Johnson explains what the EPA changes mean in this exclusive interview with Indiana Prairie Farmer.
What specific changes did EPA make for these products concerning application conditions? First, EPA reduced the maximum wind speed at which these products can be applied. The label will now read “3 to 10 miles per hour.” EPA also introduced language that says application can’t be made if there is any measurable wind speed at all next to sensitive crops.
What other restrictions were added? The products can only be applied between sunrise and sunset. EPA did not issue a cutoff date during the season for spraying, although at least one state, Arkansas, has done so,
What other changes did EPA make? EPA declared that dicamba products are now restricted-use products. That means you must have a pesticide applicator’s license to purchase and apply the product. EPA also will require mandatory training for anyone applying dicamba products in the future.

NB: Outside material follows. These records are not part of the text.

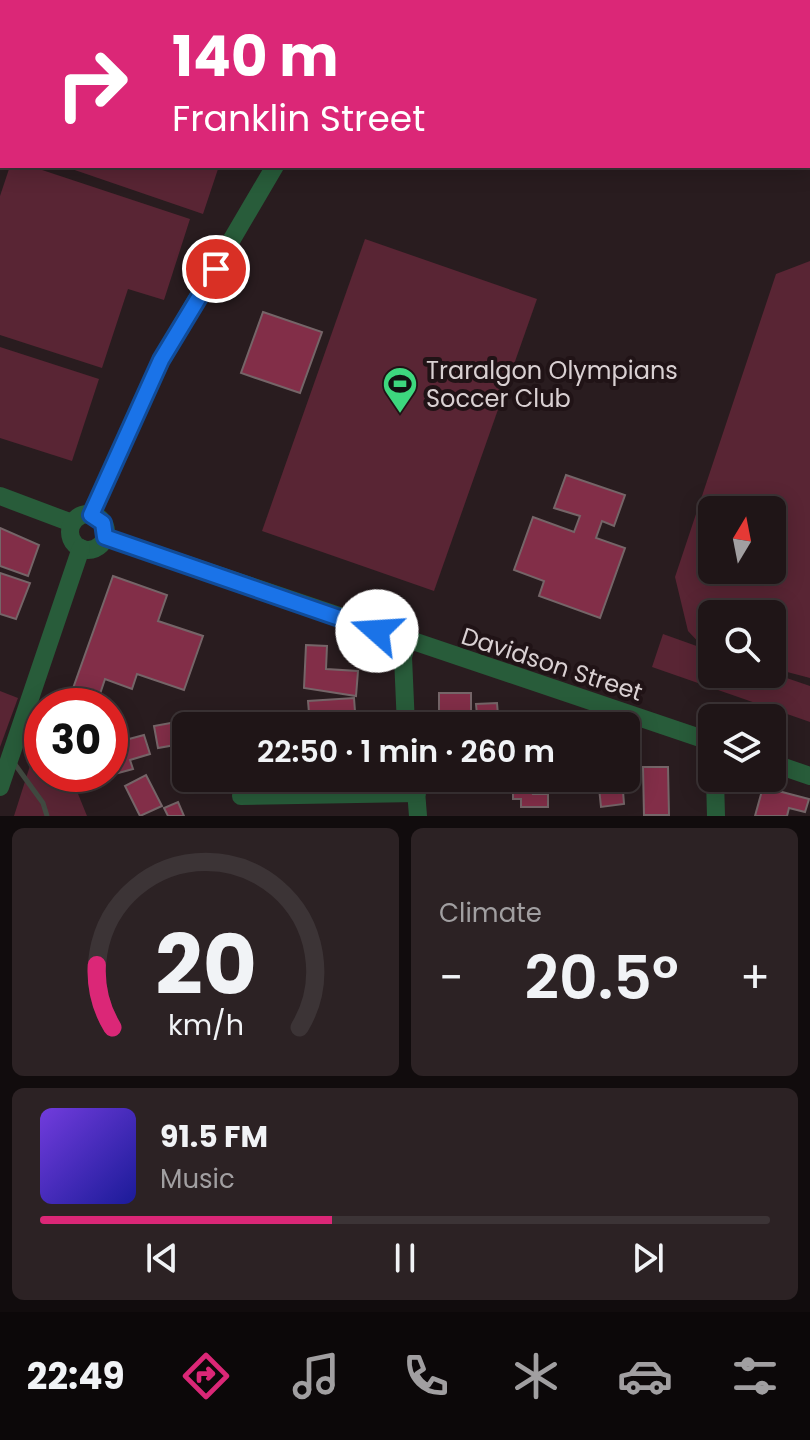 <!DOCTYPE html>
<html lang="en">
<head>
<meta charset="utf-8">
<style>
  body { margin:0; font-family:Poppins,sans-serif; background:#2c2224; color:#f1f3f6; height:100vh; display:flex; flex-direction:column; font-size:30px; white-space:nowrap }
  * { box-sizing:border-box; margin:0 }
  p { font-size:26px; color:#a19fa1 }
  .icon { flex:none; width:44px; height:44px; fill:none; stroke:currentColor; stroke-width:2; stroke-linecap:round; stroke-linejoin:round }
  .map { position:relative; height:816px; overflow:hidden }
  .details { display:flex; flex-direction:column; gap:12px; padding:12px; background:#110c0d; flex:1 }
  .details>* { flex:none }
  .guide { position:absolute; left:0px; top:0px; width:810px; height:168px; box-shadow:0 4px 20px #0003,0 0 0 2px #3c3436; background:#db2777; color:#fff; overflow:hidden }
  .needle { width:52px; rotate:10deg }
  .buttons { position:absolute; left:698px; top:496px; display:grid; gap:16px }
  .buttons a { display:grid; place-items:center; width:88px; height:88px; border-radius:12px; background:#1f1517; box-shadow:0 4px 20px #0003,0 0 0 2px #3c3436; font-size:40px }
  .speed { position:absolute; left:24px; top:688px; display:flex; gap:16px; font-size:40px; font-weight:700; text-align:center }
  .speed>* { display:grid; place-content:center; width:104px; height:104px; border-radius:50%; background:#1f1517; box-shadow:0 4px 20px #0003,0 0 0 2px #3c3436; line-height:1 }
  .speed .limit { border:12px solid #d22; background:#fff; color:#111 }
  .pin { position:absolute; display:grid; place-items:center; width:68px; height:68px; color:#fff; margin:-34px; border:4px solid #fff; border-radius:50%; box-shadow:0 2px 8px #0007 }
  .me { position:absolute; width:88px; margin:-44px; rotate:289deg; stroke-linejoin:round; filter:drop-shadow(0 0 6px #0008) }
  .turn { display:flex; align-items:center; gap:28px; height:168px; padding:0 40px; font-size:36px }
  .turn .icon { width:104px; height:104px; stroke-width:2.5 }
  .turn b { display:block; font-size:56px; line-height:68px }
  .big { font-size:60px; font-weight:600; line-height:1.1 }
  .details .tile { flex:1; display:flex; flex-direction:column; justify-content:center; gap:12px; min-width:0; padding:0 28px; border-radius:12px; background:#2c2224 }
  .details .dial { align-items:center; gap:0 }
  .dial svg { height:208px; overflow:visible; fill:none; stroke:#3c3436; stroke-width:7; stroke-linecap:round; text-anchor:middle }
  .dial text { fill:#f1f3f6; stroke:none }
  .song { display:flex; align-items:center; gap:24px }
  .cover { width:96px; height:96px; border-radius:12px; background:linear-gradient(135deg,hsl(260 70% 55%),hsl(240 70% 35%)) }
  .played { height:8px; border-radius:4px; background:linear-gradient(90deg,#db2777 40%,#3c3436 40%) }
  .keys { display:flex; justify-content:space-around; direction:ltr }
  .heat { display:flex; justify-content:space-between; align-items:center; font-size:44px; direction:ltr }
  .details .tiles { flex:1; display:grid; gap:12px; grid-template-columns:1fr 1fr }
  .tile:last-child { grid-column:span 2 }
  .trip { position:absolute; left:172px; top:712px; width:468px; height:80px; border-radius:12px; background:#1f1517; box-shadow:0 4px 20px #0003,0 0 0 2px #3c3436; font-weight:600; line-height:80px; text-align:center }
  .tab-bar { display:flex; height:128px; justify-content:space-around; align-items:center; background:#0c0809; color:#a19fa1 }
  .tab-bar .icon { width:56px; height:56px }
  .tab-bar .current { color:#db2777 }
  .tab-bar b { font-size:36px; color:#f1f3f6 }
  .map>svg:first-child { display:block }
</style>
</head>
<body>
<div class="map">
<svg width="810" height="816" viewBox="0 0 810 816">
  <rect width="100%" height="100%" fill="#291c1f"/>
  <!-- green -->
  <g fill="#592534" fill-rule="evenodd">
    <path d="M10,166h20l160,53 -26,81 -36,-11 -26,79 -102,-33v-139z"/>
    <path d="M63,166h156l-16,48z"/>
    <path d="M365,239l172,60 -103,292 -172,-60z"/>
    <path d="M810,261v417l-38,-10v-54h-60v60l60,-1 38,13v36l-158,-55 11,-33 42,15 -17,-18 -13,-54 101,-303zM712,510h60v60h-60z"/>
    <path d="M0,347l99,32 -27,82 -72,-23z"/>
    <path d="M0,691l18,7 -18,49z"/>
    <path d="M42,728v46h28l17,42h-73z"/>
  </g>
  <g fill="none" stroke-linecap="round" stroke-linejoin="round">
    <!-- stream -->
    <path stroke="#414a41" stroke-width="5" d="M14,763l29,40 4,13"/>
  </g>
  <!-- building -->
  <g fill="#822e48" stroke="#756568" stroke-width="2">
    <path d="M263,312l59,20 -22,61 -59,-20z"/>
    <path d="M566,475l59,20 -11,31 -12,-5 -6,17 29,10 -25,70 -61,-22 5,-15 -30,-11 19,-53 41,15 6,-16 -26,-8z"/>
    <path d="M0,528l39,17 -11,31 -28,-10z"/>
    <path d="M0,573l30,10 -14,36 -16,-5z"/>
    <path d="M113,576l54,19 -9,26 45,15 -19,54 -47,-16 -5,15 -27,-10 -8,24 -26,-9z"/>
    <path d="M306,645l21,1 -1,23 32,2 -2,25 -52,-8z"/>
    <rect x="439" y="693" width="32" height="33"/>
    <path d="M354,698l2,27 -46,1 -2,-25z"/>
    <path d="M497,703l1,12 14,-1 1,12h-35l-2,-22z"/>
    <path d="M547,714v12h-21l-1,-11z"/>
    <path d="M209,716l2,10h-25v26l-3,1 -2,-9 -23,4 -4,-22z"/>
    <path d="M144,735l6,19 -20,6 3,9 -22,6 -1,-31z"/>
    <path d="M643,767h25l1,48h-25z"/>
    <path d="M146,775l16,31 -22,10 -15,-30z"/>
    <path d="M441,778h36v6l-36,1z"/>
    <path d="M521,778h31v4l-31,1z"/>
    <path d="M560,778h26v3l-26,1z"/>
    <path d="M598,778h24l2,26 -23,3z"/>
    <path d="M513,787h21l-1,7h15v13h-27v-8h-8z"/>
    <path d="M763,787l46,12 -4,13 -16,-4 -2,8h-32z"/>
    <path d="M178,802l6,14h-16l-4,-8z"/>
  </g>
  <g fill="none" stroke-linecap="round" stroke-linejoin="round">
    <!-- minor -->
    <g stroke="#285c3a" stroke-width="18">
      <path d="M192,0l6,2"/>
      <path d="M59,2l1,-2"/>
      <path d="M340,2l1,-2"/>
      <path d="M0,78l2,-2"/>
      <path d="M0,496l72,27"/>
      <circle cx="88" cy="532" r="18"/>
      <path d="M91,515l70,-155 114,-194"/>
      <path d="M105,537l607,205"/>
      <path d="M406,726l-3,-69 4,-16"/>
      <path d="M772,763l38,13"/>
      <path d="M415,778l3,38"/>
      <path d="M715,778l1,38"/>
      <path d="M0,787l81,-239"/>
      <path d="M241,796l176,-3"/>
    </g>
  </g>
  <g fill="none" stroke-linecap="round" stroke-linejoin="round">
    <defs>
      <path id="route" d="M216,269l-55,91 -70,155 12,8 2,14 272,94"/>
    </defs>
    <!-- route casing -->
    <use href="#route" stroke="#114b97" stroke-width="20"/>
    <!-- route -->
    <use href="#route" stroke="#1a73e8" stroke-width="14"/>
  </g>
  <!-- icons -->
  <defs>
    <symbol id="stadium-pin" viewBox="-11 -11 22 30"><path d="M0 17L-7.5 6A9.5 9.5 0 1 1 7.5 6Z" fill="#3dd77e" stroke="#201316"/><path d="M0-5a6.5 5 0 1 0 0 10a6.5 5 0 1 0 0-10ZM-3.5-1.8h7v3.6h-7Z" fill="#111"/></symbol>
  </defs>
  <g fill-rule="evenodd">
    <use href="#stadium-pin" x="380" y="364" width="40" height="54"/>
  </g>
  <g text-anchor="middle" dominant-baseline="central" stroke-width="8" stroke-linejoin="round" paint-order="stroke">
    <!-- poi labels -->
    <g font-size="24" fill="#d9d0d2" stroke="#201316" text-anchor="start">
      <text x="426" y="370">Traralgon Olympians<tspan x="426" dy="28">Soccer Club</tspan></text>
    </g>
    <!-- street labels -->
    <g font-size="24" fill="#d9d0d2" stroke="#201316">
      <text transform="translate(552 664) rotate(18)">Davidson Street</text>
    </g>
  </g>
</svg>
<div class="buttons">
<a><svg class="needle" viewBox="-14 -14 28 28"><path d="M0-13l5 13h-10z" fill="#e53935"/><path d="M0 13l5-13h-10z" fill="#a19fa1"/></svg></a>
<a><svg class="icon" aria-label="search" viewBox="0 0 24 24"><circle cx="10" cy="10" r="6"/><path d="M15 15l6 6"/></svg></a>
<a><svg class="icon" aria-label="layers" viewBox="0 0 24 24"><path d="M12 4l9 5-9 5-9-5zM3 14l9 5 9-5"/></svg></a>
</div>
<div class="speed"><div class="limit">30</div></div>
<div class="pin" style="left:216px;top:269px;background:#d93025"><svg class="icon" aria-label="arrive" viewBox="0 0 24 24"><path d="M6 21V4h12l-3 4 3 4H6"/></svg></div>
<svg class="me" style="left:377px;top:631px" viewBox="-20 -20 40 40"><circle r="19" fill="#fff"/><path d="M0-13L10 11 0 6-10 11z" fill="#1a73e8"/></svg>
<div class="trip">22:50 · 1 min · 260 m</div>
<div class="guide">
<div class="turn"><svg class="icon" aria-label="right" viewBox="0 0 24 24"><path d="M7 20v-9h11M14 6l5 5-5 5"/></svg><div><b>140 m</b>Franklin Street</div></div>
</div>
</div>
<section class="details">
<div class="tiles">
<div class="tile dial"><svg viewBox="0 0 100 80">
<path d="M14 69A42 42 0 1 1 86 69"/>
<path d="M14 69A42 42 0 0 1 8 45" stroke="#db2777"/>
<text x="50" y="56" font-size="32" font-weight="700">20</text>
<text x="50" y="72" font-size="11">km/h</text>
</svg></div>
<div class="tile"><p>Climate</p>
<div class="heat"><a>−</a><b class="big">20.5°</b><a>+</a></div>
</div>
<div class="tile">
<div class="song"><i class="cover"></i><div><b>91.5 FM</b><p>Music</p></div></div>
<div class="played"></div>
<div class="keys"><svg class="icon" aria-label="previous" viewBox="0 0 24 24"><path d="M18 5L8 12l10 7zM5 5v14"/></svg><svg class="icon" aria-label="pause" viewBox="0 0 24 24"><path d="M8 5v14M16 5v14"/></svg><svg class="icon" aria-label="next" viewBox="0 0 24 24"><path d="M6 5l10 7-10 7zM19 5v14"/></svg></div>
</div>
</div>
</section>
<nav class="tab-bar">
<b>22:49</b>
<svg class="icon current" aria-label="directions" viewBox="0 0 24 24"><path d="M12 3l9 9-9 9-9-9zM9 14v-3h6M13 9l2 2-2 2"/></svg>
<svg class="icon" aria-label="music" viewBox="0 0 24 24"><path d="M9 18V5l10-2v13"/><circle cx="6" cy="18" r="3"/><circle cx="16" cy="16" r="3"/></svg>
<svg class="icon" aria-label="phone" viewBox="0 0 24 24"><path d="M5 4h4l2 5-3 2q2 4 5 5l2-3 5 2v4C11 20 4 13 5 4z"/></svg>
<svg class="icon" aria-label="climate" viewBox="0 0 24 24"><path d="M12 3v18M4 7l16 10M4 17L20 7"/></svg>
<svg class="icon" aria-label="car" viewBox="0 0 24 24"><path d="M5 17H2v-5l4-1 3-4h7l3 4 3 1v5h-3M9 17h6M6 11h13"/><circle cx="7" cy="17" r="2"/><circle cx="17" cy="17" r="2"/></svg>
<svg class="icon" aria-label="filters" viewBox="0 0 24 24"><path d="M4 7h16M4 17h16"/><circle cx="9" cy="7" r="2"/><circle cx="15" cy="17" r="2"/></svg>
</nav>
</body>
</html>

In Indiana, this means that PARP [Private Applicator Recertification Program] classes for continuing education credits toward renewal of your pesticide license will be about dicamba application in 2018.
Will these changes make a difference in 2018? We hope they will emphasize the importance of following the label to reduce off-site movement. However, they will make it even more difficult to find a time to apply dicamaba postemergence and stay completely on label. We don’t get many extended time periods during spraying season during those hours when wind speed will qualify.
EPA also announced that if rainfall is forecast within 24 hours, you’re not allowed to spray. Trying to meet all those guidelines to stay on the label will be extremely difficult.
What did you discover when applying products this year? We had situations where the product moved from the field where applied to off-target vegetation up to three days after application.
Volatility is when vapor moves. Drift is when physical particles move. Some of the off-site movement is being blamed on dust particles with dicamba on them and movement in runoff water after a heavy rainfall event. Any way you look at it, the difference between these different types of movement can be hard to distinguish without good research and some effort in understanding the pattern of injury.
Where does all this leave the grower for 2018? If you have Xtend soybeans and follow the label the best you can, that’s about as good as you can do. However, if you know you have fields of soybeans or other sensitive crops which will be near Xtend soybeans, you may want to figure out other options for those fields besides applying dicamba herbicides.